Naruto’s lower lip sticks out in a pout. Or something manlier and sexier than that. A pout, but, like, a dignified one. The kind of pout that’s befitting of a Hokage.

He jams his hands in his armpits. “Okay, fine, see if I let you in on my super-secret investigation, then.” 

Kankuro stands upright from where he’s been lounging against the wall. “Whoa, hey, let’s not be hasty! I’m definitely the go-to guy around here for subterfuge and mystery!”

_Got him._

“No, no, it’s fine.” Naruto throws his arms behind his head and whistles. “I’ll just handle this giant, dangerous threat on my own. It’s no big deal.”
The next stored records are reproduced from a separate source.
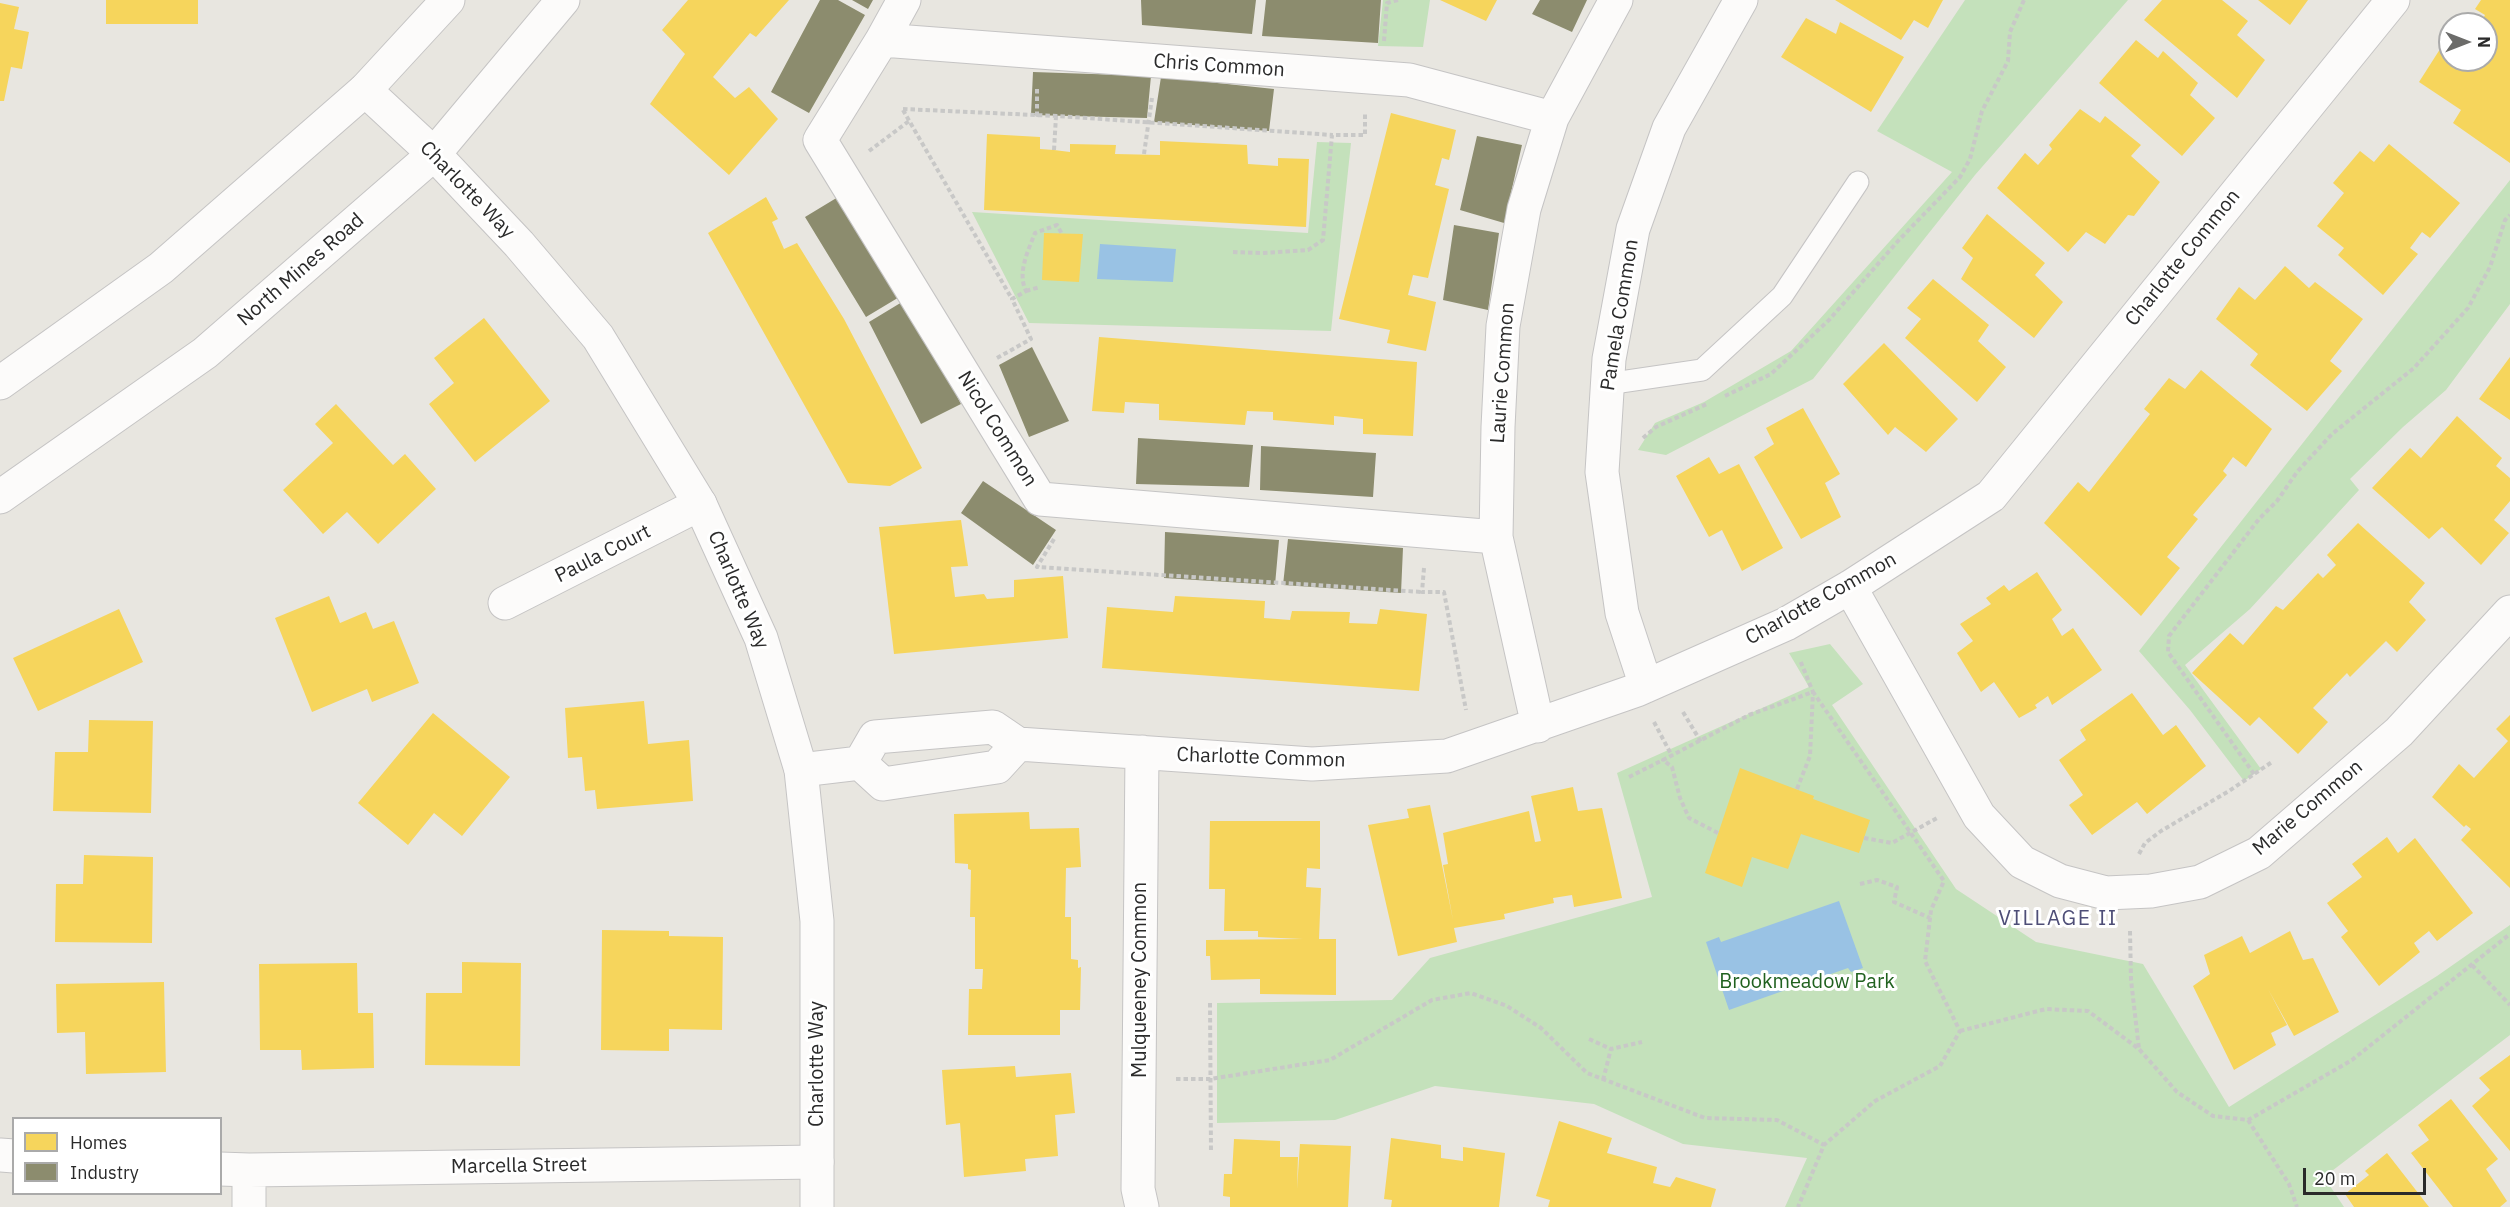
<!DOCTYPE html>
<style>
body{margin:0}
#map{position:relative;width:2510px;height:1207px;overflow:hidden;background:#e8e6e0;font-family:"IBM Plex Sans",sans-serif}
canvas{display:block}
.legend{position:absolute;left:12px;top:1117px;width:210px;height:78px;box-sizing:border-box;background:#fff;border:2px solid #aaa;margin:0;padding:8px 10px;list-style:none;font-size:18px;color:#2a2a2a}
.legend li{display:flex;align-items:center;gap:12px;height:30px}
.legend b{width:30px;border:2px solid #aaa}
.north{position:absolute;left:2438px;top:12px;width:60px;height:60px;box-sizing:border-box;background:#fff;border:2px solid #aaa;border-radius:50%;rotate:90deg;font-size:16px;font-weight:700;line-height:24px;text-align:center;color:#2a2a2a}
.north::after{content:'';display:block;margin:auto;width:21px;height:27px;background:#6c6c6a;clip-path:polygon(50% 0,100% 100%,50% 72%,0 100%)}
.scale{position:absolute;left:2303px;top:1168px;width:123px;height:27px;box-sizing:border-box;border:3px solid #2a2a2a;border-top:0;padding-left:8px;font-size:18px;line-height:21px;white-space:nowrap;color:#2a2a2a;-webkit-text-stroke:4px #fff;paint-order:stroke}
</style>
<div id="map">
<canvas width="2510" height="1207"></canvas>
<ul class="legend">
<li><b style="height:16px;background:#f6d55c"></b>Homes</li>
<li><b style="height:16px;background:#8c8c6e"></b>Industry</li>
</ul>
<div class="north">N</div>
<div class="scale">20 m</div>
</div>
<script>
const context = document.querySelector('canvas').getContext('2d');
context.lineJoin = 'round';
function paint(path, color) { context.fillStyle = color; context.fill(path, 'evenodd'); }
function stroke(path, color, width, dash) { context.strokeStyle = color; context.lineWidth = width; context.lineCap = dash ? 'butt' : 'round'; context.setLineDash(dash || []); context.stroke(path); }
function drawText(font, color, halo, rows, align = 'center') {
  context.font = font + ' "IBM Plex Sans",sans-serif'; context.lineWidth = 6; context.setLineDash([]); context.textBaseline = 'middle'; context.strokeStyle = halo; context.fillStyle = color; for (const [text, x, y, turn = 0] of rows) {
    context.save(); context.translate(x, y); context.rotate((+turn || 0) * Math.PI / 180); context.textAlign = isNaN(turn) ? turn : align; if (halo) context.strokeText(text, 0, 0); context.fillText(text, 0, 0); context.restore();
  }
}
const green = new Path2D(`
 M1383,0H1430L1423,47L1378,46Z
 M1965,0H2128L1975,175L1813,379L1666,455L1638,450L1655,423L1704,402L1791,351L1952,172L1877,131Z
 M1317,142L1351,143L1331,331L1029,323L972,212L1308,233Z
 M2510,180V304L2446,390L2403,427L2350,479L2359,490L2250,609L2185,665L2261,769L2244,781L2190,710L2139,651Z
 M1830,644L1863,684L1832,705L1956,889L2036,942L2143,964L2229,1107L2437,976L2510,925V1035L2324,1177L2344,1207H1785L1807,1158L1683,1144L1594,1104L1435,1086L1335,1120L1217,1123V1003L1392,1000L1430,958L1652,897L1617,773L1809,687L1789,653Z`);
const water = new Path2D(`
 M1100,244L1176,249L1173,282L1097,279Z
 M1839,901L1863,968L1851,972L1848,968L1729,1010L1706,942L1719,937L1721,942Z`);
const homes = new Path2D(`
 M106,0H198V24H106Z
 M688,0H789L756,37L750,33L713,77L735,98L749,87L778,119L729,175L650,104L685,54L662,30Z
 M1440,0H1497L1486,21Z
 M1835,0H1943L1928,28L1914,20L1901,40Z
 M2162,0H2222L2248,21L2237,35L2265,60L2237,98L2144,20Z
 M2258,0H2308L2290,25Z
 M2481,0H2510V163L2453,123L2461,110L2419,82L2442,46L2450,52V60H2486V24H2480L2485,15L2475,9Z
 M0,3L19,7L14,29L29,32L22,69L11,67L4,101H0Z
 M1806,18L1836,34L1840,22L1904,57L1871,112L1781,57Z
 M2136,40L2158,58L2163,51L2198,83L2190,95L2215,118L2182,156L2099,83Z
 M2080,109L2100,123L2105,116L2141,145L2131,156L2160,182L2134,216L2128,215L2105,244L2086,232L2068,252L1997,188L2025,153L2038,165L2052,149L2049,145Z
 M1391,113L1456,130L1449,160L1442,158L1435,185L1449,189L1428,278L1413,275L1408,295L1436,302L1426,351L1387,343L1390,330L1339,319Z
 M987,134L1040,137V149L1054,150L1070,152V144L1116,145L1115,154L1160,155V141L1247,145L1248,164L1278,166V158L1309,159L1306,227L984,210Z
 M2389,144L2460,203L2430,238L2422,232L2410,248L2418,254L2383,295L2338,255L2344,248L2317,226L2344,193L2333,183L2360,151L2374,162Z
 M766,197L778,219L772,222L784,249L797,243L844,319L922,468L890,486L848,483L708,233Z
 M1987,214L2045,263L2035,275L2063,302L2034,338L1961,279L1973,258L1962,248Z
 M1044,233L1083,234L1079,282L1042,280Z
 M2285,266L2309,288L2315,282L2363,319L2330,361L2342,371L2307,411L2250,365L2258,354L2216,319L2239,287L2255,300Z
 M1933,279L1989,325L1978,341L2006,367L1977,402L1905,338L1921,319L1907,308Z
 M484,318L550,401L475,462L429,404L454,383L434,358Z
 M1099,337L1417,362L1413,436L1363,434V419L1334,416V425L1273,420V412L1247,411L1245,425L1159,420V404L1125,402L1124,413L1092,411Z
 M1884,343L1958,419L1926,452L1895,427L1888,435L1843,384Z
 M2510,357V420L2479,399Z
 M2201,370L2272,429L2246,467L2233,457L2223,471L2227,475L2193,515L2198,519L2167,557L2180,568L2141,616L2044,523L2078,482L2089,492L2150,414L2144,409L2169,378L2185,389Z
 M336,404L393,465L405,454L436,489L378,544L347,512L323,534L283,490L333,443L315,424Z
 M1803,408L1840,474L1825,483L1841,517L1801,539L1754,457L1774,444L1766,428Z
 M2457,416L2502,458L2496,466L2510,478V501L2494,520L2509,533L2481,565L2442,527L2429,539L2372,488L2410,448L2421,458Z
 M1709,457L1719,474L1739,464L1783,548L1742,571L1722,530L1709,537L1676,476Z
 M961,520L968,566L951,567L955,597L984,594L987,599L1014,597V580L1063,576L1068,638L894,654L879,527Z
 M2358,523L2425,583L2409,602L2426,620L2397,652L2386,641L2350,677L2347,673L2313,708L2328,722L2298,754L2259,717L2250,726L2192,673L2230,633L2243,645L2276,606L2283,610L2318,573L2323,578L2336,565L2327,555Z
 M2037,572L2062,610L2052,619L2062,636L2073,628L2102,670L2052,705L2048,696L2035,705L2037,708L2019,718L1994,682L1981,692L1957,653L1973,641L1960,624L1991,604L1986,598L2004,585L2009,591Z
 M329,596L340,623L366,612L373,629L394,621L419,683L372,702L367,689L312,712L275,618Z
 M1175,596L1265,601L1264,618L1290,620L1292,611L1350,612L1349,623L1377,624L1380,609L1427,614L1419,691L1102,668L1107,607L1173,612Z
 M119,609L143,662L38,711L13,658Z
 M2132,693L2163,735L2176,725L2206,766L2147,814L2137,802L2092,835L2069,805L2083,795L2059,760L2086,740L2080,730Z
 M644,701L648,744L689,740L693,801L597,809L595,790L585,791L582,757L568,758L565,708Z
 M433,713L510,777L462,836L434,813L408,845L358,803Z
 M2510,715V888L2461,840L2471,829L2466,825L2464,827L2432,797L2459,764L2474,778L2508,741L2496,729Z
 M89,720L153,721L151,813L53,811L55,752H88Z
 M1740,768L1814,796L1813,799L1870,820L1859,853L1801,834L1788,869L1752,857L1742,887L1705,873Z
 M1573,787L1578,811L1602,808L1622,898L1574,907L1572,895L1553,898L1554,903L1504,914L1505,919L1454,928L1457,942L1398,956L1368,825L1409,818L1407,809L1430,805L1453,920L1443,865L1448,864L1443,833L1529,811L1535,842L1541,841L1531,796Z
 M1029,812L1030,829L1079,828L1081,867L1066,868L1065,917H1071V959L1078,960V968L1081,967L1080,1010H1060V1035H968L969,989H982L983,969H975V917H970L971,870L968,869V864L955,863L954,814Z
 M1210,821H1320V869L1307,868L1306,887L1321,888L1319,939H1336V995L1260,994V979L1211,980L1210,956H1206V940L1303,939L1258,937V931H1224L1225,889H1209Z
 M2387,837L2398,853L2415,838L2473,913L2437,941L2429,931L2414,943L2420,952L2379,986L2341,937L2348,931L2327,903L2362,877L2352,864Z
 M84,855L153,857L152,943L55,942L56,884H83Z
 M602,930L669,931V936L723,937L722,1030L669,1029V1051L601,1050Z
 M2290,931L2303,960L2313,958L2339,1012L2294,1036L2268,989L2287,1025L2271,1033L2276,1045L2234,1070L2193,986L2210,974L2204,955L2242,936L2250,953Z
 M462,962L521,963L520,1066L425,1065L426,993H462Z
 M357,963L358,1013H373L374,1068L302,1070L301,1050H260L259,964Z
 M164,982L166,1072L86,1074L85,1032L57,1033L56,984Z
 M2510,1055V1151L2472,1106L2490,1090L2479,1078Z
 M1015,1066L1016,1077L1071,1073L1075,1113L1055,1115L1058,1156L1025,1159L1026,1171L964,1177L960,1123L946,1125L942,1070Z
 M2451,1099L2498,1159L2486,1169L2507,1201L2500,1207H2453L2411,1153L2429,1140L2418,1125Z
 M1559,1121L1612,1138L1607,1153L1657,1167L1653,1183L1670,1187L1676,1177L1716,1189L1711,1207H1548L1550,1200L1536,1196Z
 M1391,1138L1441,1145V1158L1463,1161V1147L1505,1153L1499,1207H1391L1392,1200L1384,1199Z
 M1234,1139L1280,1141V1157H1298L1297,1189L1300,1144L1351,1146L1348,1207H1230V1197L1223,1196L1224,1174H1232Z
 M2387,1153L2429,1207H2354L2345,1194L2369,1175L2365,1171Z`);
const industry = new Path2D(`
 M820,0H838L865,15L809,113L771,92Z
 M852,0H873L868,9Z
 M1141,0H1256L1252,34L1142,25Z
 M1266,0H1381L1378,43L1262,36Z
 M1540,0H1587L1572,32L1532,14Z
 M1033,72L1151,76L1147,118L1031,115Z
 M1161,77L1274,89L1269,131L1154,122Z
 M1477,136L1522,145L1504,223L1460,210Z
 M843,194L906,293L866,317L805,217Z
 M1454,225L1499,233L1488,310L1443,300Z
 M907,299L961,404L921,424L869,322Z
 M1032,347L1069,421L1029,437L999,365Z
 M1138,438L1253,445L1249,487L1136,484Z
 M1261,446L1376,453L1373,497L1260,490Z
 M983,481L1056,530L1033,565L961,513Z
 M1165,532L1279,540L1275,585L1164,578Z
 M1288,539L1403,548L1401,593L1283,585Z`);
const path = new Path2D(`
 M1384,41L1387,3L1398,0
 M1037,89V115H1039
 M903,109L1057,116L1332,135
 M903,110L1012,299
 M1054,150L1056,116
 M869,151L909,121
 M1144,154L1152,98
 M1233,252L1262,253L1308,250L1323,240L1332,135H1365V113
 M1026,291L1040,287
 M997,358L1031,339L1012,299L1026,291C1017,273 1028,251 1035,233L1057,225L1062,234
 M1725,396L1771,374L1829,320L1898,241L1960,177L1970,159L1982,111L2008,61L2010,32L2024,0
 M1643,438L1656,427L1707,404
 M1054,539L1037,567L1422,592
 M1424,568L1422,592H1444L1466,710
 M1683,712L1701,742
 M1654,722L1672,756
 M2254,774L2168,652L2169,636L2259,519L2277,501L2297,472L2332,434L2414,368L2468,308L2490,267L2505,220L2510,215
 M1629,777L1663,760
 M1797,789L1810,756L1813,692L1800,660
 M1718,833L1689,818L1680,798L1672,767L1663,760L1749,715L1813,692L1944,881L1931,910L1925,961L1960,1031L1940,1066L1875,1101L1824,1145L1798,1207
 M1864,838L1892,843L1937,818
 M2139,854L2145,843L2161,831L2229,791L2272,762
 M1860,884L1877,880L1897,887L1894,902L1930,918
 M2130,931L2131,980L2139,1049
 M2472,965L2510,1005
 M1210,1003L1211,1153
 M1960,1031L2046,1009L2088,1011L2139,1049L2177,1092L2213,1116L2248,1120L2352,1060L2510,934
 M1589,1039L1611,1049
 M1176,1079H1210L1330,1060L1432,1000L1471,993L1507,1006L1541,1028L1587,1073L1705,1118L1777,1120L1824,1145
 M1603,1080L1611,1049L1642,1042
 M2248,1120L2289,1184L2297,1207`);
const service = new Path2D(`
 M1607,384L1702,370L1782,296L1858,182`);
const minor = new Path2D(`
 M904,0L882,40L820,140L1040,499L1496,537
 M882,40L1409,80L1552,118
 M1850,587L1979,816L2022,862L2060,881L2106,893L2151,891L2200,882L2259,853L2399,732L2510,612
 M505,603L700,504
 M1646,686L1622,613L1602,472L1609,359L1633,229L1669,128L1741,0
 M1538,726L1496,537L1498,427L1503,326L1524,209L1552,118L1616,0
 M860,763L875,737L993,727L1018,744L1312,764L1447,756L1637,690L1786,624L1850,587L1991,496L2393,0
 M801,770L860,763L883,784L997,767L1018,744
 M0,1155L14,1156
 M220,1169L249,1170L817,1162
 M249,1170V1207
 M1142,1207L1138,1189L1142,752`);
const tertiary = new Path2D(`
 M365,90L434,154L519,244L598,337L700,504L761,638L801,770L817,921V1207`);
const secondary = new Path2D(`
 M0,383L161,268L365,90L448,0
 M0,497L205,353L434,154L563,0`);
const streetNames = [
 ["Chris Common",1219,66,4],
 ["Charlotte Way",467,190,46],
 ["Charlotte Common",2183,258,-51],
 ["North Mines Road",301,270,-41],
 ["Pamela Common",1620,315,-81],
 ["Laurie Common",1503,373,-86],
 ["Nicol Common",997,429,58],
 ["Paula Court",603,554,-27],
 ["Charlotte Way",738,590,67],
 ["Charlotte Common",1821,599,-29],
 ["Charlotte Common",1261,758,2],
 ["Marie Common",2308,808,-40],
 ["Mulqueeney Common",1140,980,-90],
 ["Charlotte Way",817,1064,-90],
 ["Marcella Street",519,1166,-1]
];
const parkNames = [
 ["Brookmeadow Park",1807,982]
];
const neighbourhoodNames = [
 ["VILLAGE II",2058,919]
];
paint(green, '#c4e1bb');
paint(water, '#99c2e4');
paint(homes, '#f6d55c');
paint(industry, '#8c8c6e');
stroke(service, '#c5c4c4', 23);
stroke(minor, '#c5c4c4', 35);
stroke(tertiary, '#c5c4c4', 35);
stroke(secondary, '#c5c4c4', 35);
stroke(path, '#c8c8c7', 4, [4.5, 3]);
stroke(service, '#fcfbfa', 21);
stroke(minor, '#fcfbfa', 33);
stroke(tertiary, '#fcfbfa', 33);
stroke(secondary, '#fcfbfa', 33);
drawText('20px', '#2a2a2a', '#fff', streetNames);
drawText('20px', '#20611f', '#fff', parkNames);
context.letterSpacing = '1.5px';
drawText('21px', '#4e4e77', '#fff', neighbourhoodNames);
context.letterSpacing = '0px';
</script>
“Now listen.” Kankuro starts digging around in the bag of scrolls slung over his shoulder. “I’m the guy for the job. Did I tell you about my new puppets? They’re—” 

“So, what was Gaara up to last night?” Naruto says in his most casual voice.

Kankuro goes still. It’s super difficult to tell what sort of face he’s making under all that paint. He sighs heavily. 

“Man, I try very hard _not_ to think about what my little brother gets up to when he doesn’t come back to the hotel at night, okay? And I’d like to keep it that way.”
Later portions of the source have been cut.